Temporally Hierarchical Scene Graph Generation for Video Question Answering​

2025 MSCV Capstone project of Daniel Yang, Tianzhi Li
Supervised by Katia Sycara, Yaqi Xie

Motivation

Video Question Answering (VideoQA) requires reasoning over actions that occur at drastically different timescales — from short, atomic gestures like picking up an apple to long-term goals like shopping in the supermarket. Traditional vision-language models struggle to capture such temporal diversity, particularly in long videos where long, overarching intentions and fine-grained actions coexist.
We propose a temporally hierarchical scene graph representation to address this. Scene graphs encode video content as compact <Subject – Relation – Object> triplets, enabling structured and explainable reasoning. By building scene graphs at multiple temporal resolutions — from frame-level interactions to high-level goals — we can preserve both fine-grained actions and overarching intentions.
This approach offers a scalable, interpretable, and resource-efficient method for long-form video understanding, making VideoQA more tractable across diverse tasks and durations.

An example of an image scene graph that captures the semantics of a scene.

Datasets

EgoSchema

The EgoSchema benchmark contains over 5000 very long-form video language understanding questions spanning over 250 hours of real, diverse, and high-quality egocentric video data. Many videos feature complex scenes with cluttered rooms, where we could take full potential of scene graphs.

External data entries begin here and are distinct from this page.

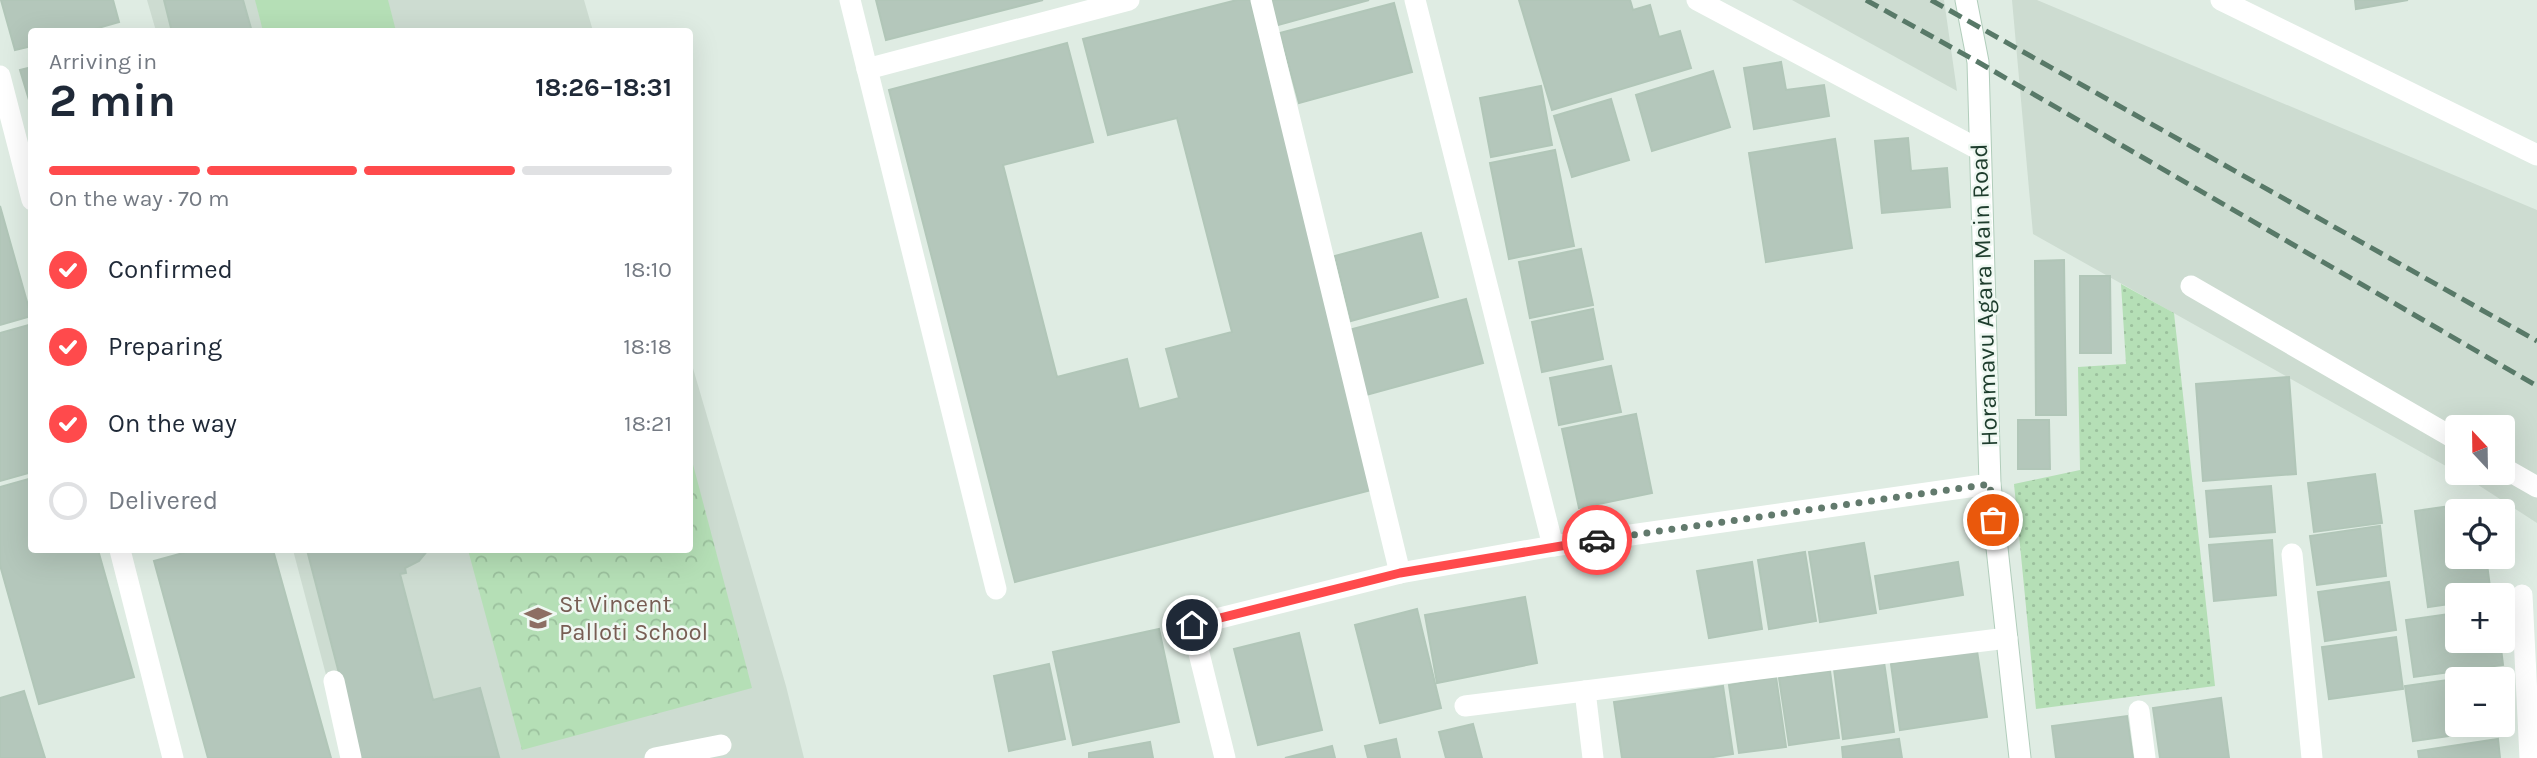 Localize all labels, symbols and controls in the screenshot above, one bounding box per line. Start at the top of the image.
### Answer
text: Arriving in [49,48,157,75]
text: 18:26–18:31 [535,72,672,103]
text: 2 min [49,74,176,128]
street label: Horamavu Agara Main Road [1965,143,2003,447]
text: On the way · 70 m [49,185,229,212]
icon: check [49,251,87,289]
text: Confirmed [108,254,233,285]
text: 18:10 [624,256,672,283]
icon: check [49,328,87,366]
text: Preparing [108,331,222,362]
text: 18:18 [623,333,672,360]
icon: check [49,405,87,443]
text: On the way [108,408,237,439]
text: 18:21 [624,410,672,437]
north arrow [2445,415,2515,485]
map controls [2445,415,2515,737]
text: Delivered [108,485,218,516]
pin [1963,490,2023,550]
button: locate [2445,499,2515,569]
icon: bag [1974,501,2012,539]
courier [1562,505,1632,575]
icon: car [1578,521,1616,559]
button: + [2445,583,2515,653]
place label: St Vincent Palloti School [559,590,708,646]
pin [1162,595,1222,655]
school or university icon: St Vincent Palloti School [523,603,553,633]
icon: home [1173,606,1211,644]
button: − [2445,667,2515,737] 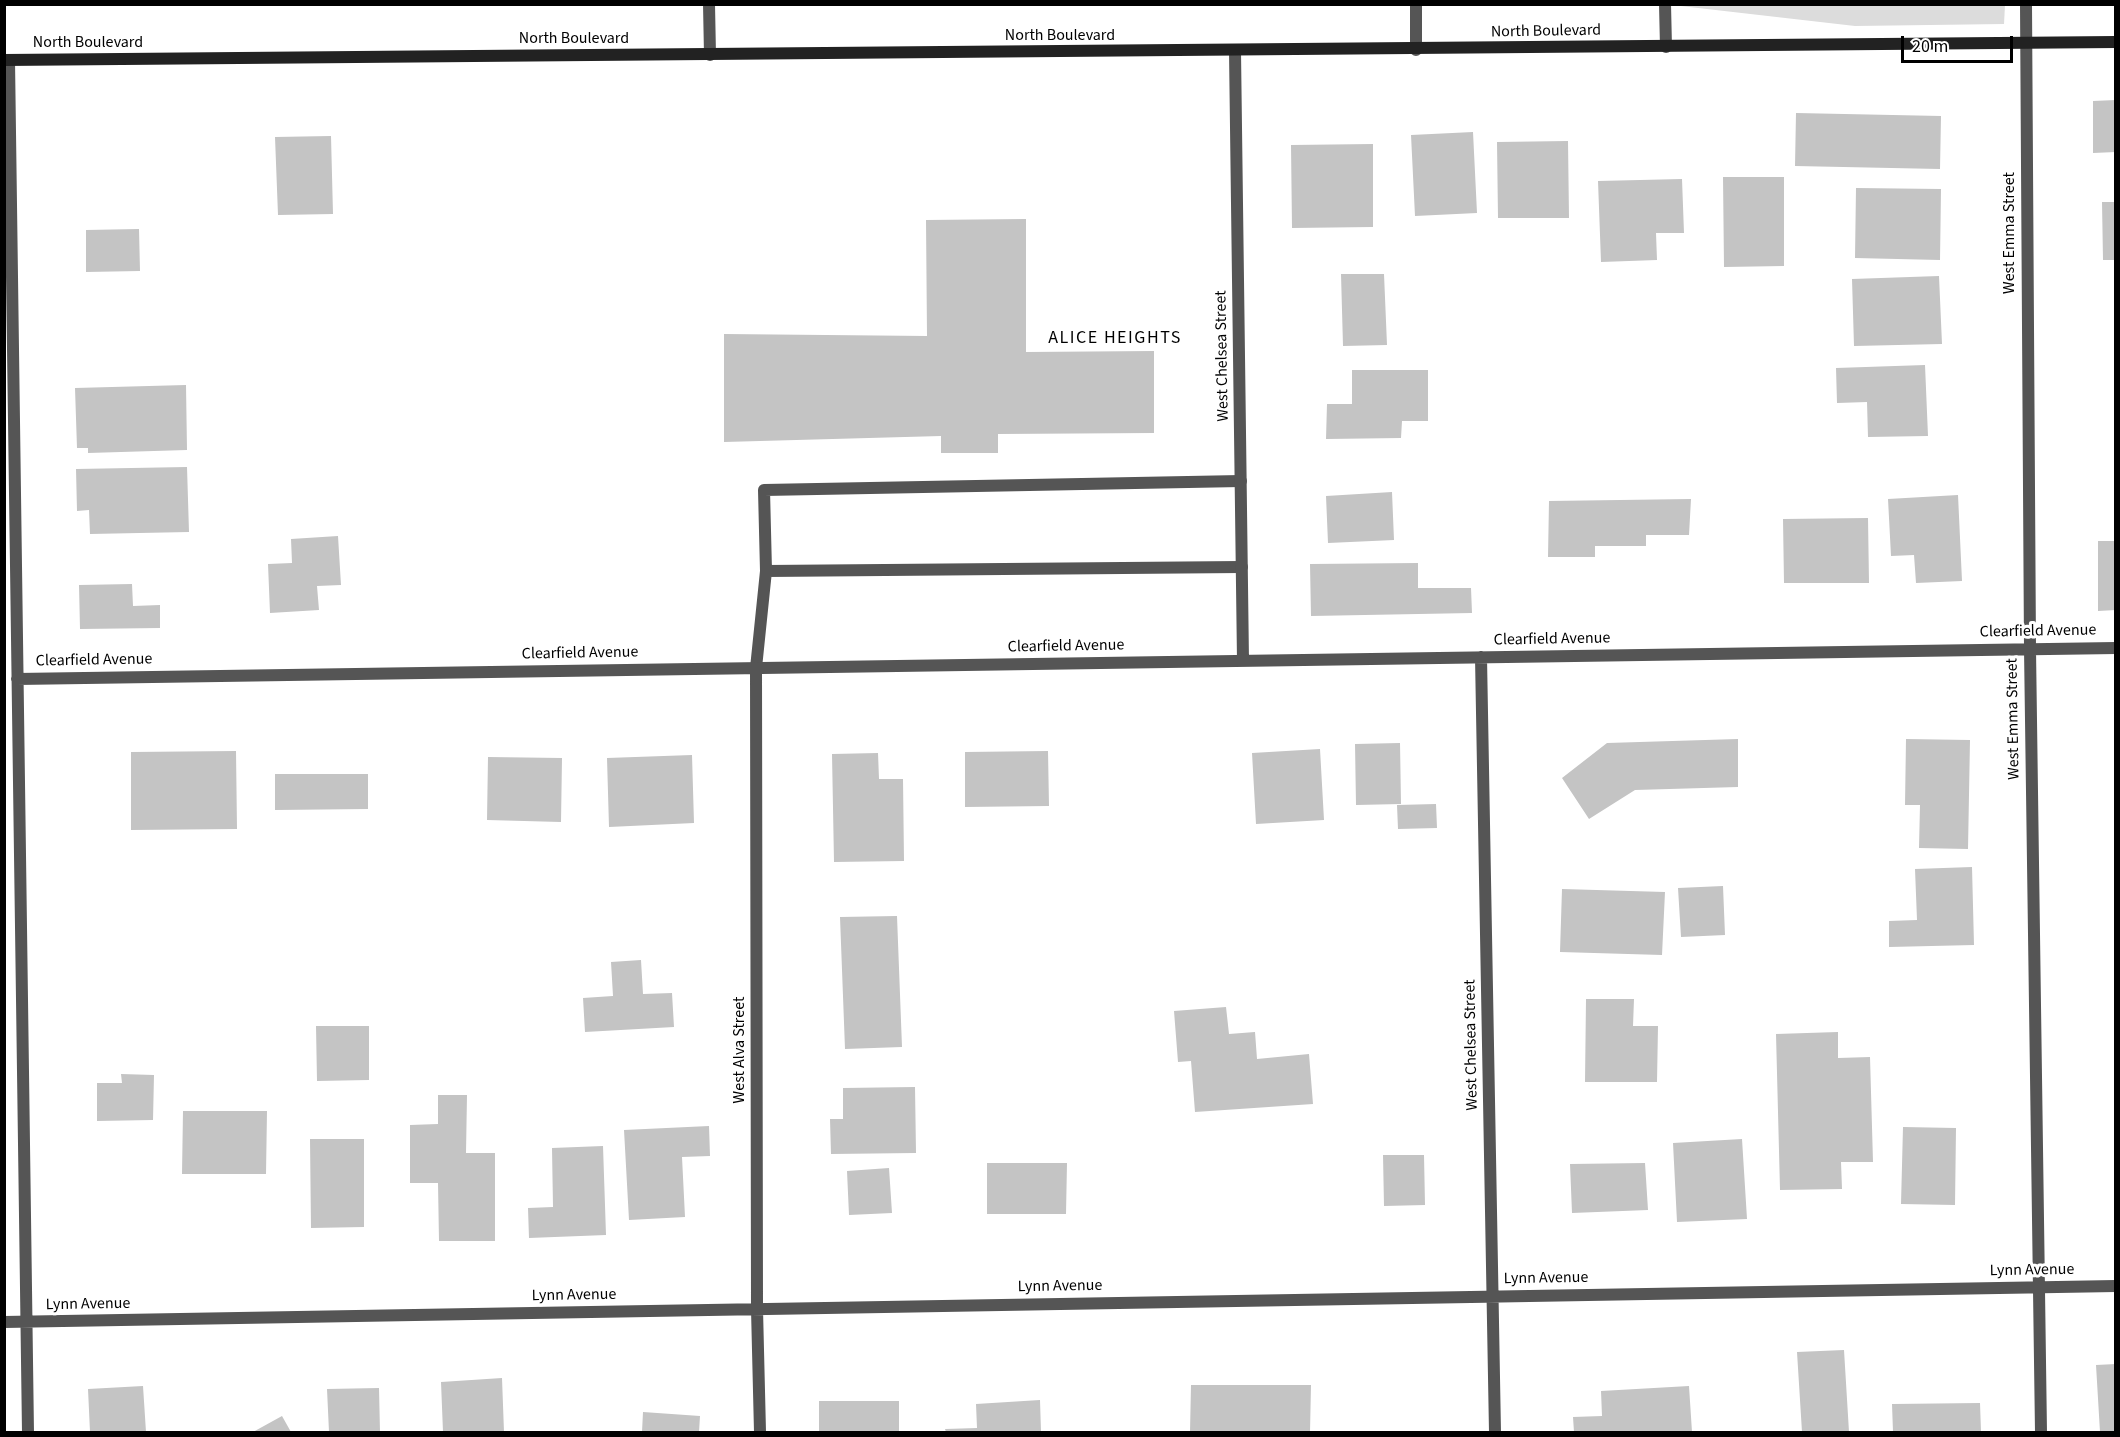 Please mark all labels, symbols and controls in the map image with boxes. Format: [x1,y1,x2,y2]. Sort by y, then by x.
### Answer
street label: North Boulevard [1491,21,1601,43]
scale bar [1904,24,2016,62]
street label: North Boulevard [1005,26,1115,46]
street label: North Boulevard [519,29,629,49]
street label: North Boulevard [33,33,143,53]
text: 20 m [1912,34,1948,59]
street label: West Emma Street [2000,172,2020,294]
street label: West Chelsea Street [1212,290,1234,422]
district label: ALICE HEIGHTS [1048,328,1182,350]
street label: Clearfield Avenue [1980,621,2096,643]
street label: Clearfield Avenue [1494,629,1610,651]
street label: Clearfield Avenue [1008,636,1124,658]
street label: Clearfield Avenue [522,643,638,665]
street label: Clearfield Avenue [36,650,152,672]
street label: West Emma Street [2003,658,2025,780]
street label: West Chelsea Street [1461,979,1483,1111]
street label: West Alva Street [730,997,750,1103]
street label: Lynn Avenue [1989,1261,2075,1281]
street label: Lynn Avenue [1503,1269,1589,1289]
street label: Lynn Avenue [1017,1277,1103,1297]
street label: Lynn Avenue [531,1286,617,1306]
street label: Lynn Avenue [45,1295,131,1315]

EgoSchema dataset QA example

NExT-QA

NExT-QA is a VideoQA benchmark targeting the explanation of video content. It challenges QA models to reason about the causal and temporal actions and understand the rich object interactions in daily activities. NExT-QA contains 5,440 videos and about 52K manually annotated question-answer pairs, grouped into causal, temporal, and descriptive questions. The videos are about 35 seconds long and focus on interactions between people and sometimes pets.

NExT-QA examples and question category statistics

Proposed Method

We plan to simultaneously generate a hierarchical structure of scene graphs and utilize them to tackle VideoQA tasks.

Since we don’t have access to higher-level scene graphs beyond frame-by-frame image scene graphs, we have to construct the higher-level scene graphs in a self-supervised manner.

The key source of supervision for scene graph encoding: Variational AutoEncoder (VAE)

We outlined the steps to generate high-level scene graphs that express short clips from image-level scene graphs.

Architecture overview of our proposed temporally hierarchical scene graph generator.
  • Dense low-level scene graph prediction from video frames
    • Densely predict scene graph for each frame with off-the-shelf scene graph generator; collapse identical and continuous scene graphs.
    • Each node has a node embedding, initialized with image embedding & word embedding.
  • Self-supervised scene graph encoding
    • Given the lack of supervision for scene graph encoding, we adopt a Variational Autoencoder (VAE) to learn embeddings in a self-supervised manner.
    • The encoder maps the scene graph into a continuous latent vector, enforcing semantic smoothness across similar graphs.
    • We also adopt a contrastive loss to align the latent vector of temporally adjacent scene graphs.
  • Local action segmentation & scene graph reconstruction
    • Given the sequence of latent vectors from the scene graph encoder, we segment the video into coherent action segments.
    • Aggregate latent vectors within segments via self-attention to obtain high-level segment embeddings.
    • Utilize the VAE decoder to reconstruct segment-level scene graphs, forming a higher-level abstraction.
  • Video QA end-to-end finetuning
    • Tokenize higher-level scene graphs and input them to an LLM for question answering.
    • Finetune the entire system end-to-end, with LoRA-based updates on the LLM and full updates on upstream modules
    • For subsequent QAs, we should be able to discard the original video and answer questions with our hierarchical scene graph structure.

References

[1] Mangalam, K., Akshulakov, R., & Malik, J. (2023). EgoSchema: A Diagnostic Benchmark for Very Long-form Video Language Understanding. arXiv:2308.09126. https://arxiv.org/abs/2308.09126

[2] Xiao, Junbin, et al. “Next-qa: Next phase of question-answering to explaining temporal actions.” Proceedings of the IEEE/CVF conference on computer vision and pattern recognition. 2021.

[3] Wang, Guan, et al. “OED: towards one-stage end-to-end dynamic scene graph generation.” Proceedings of the IEEE/CVF Conference on Computer Vision and Pattern Recognition. 2024.

[4] Islam, Md Mohaiminul, et al. “Video recap: Recursive captioning of hour-long videos.” Proceedings of the IEEE/CVF Conference on Computer Vision and Pattern Recognition. 2024.

[5] Liang, Weixin, Yanhao Jiang, and Zixuan Liu. “GraghVQA: Language-guided graph neural networks for graph-based visual question answering.” arXiv preprint arXiv:2104.10283 (2021).[6] Nag, Sayak, et al. “Unbiased scene graph generation in videos.” Proceedings of the IEEE/CVF Conference on Computer Vision and Pattern Recognition. 2023.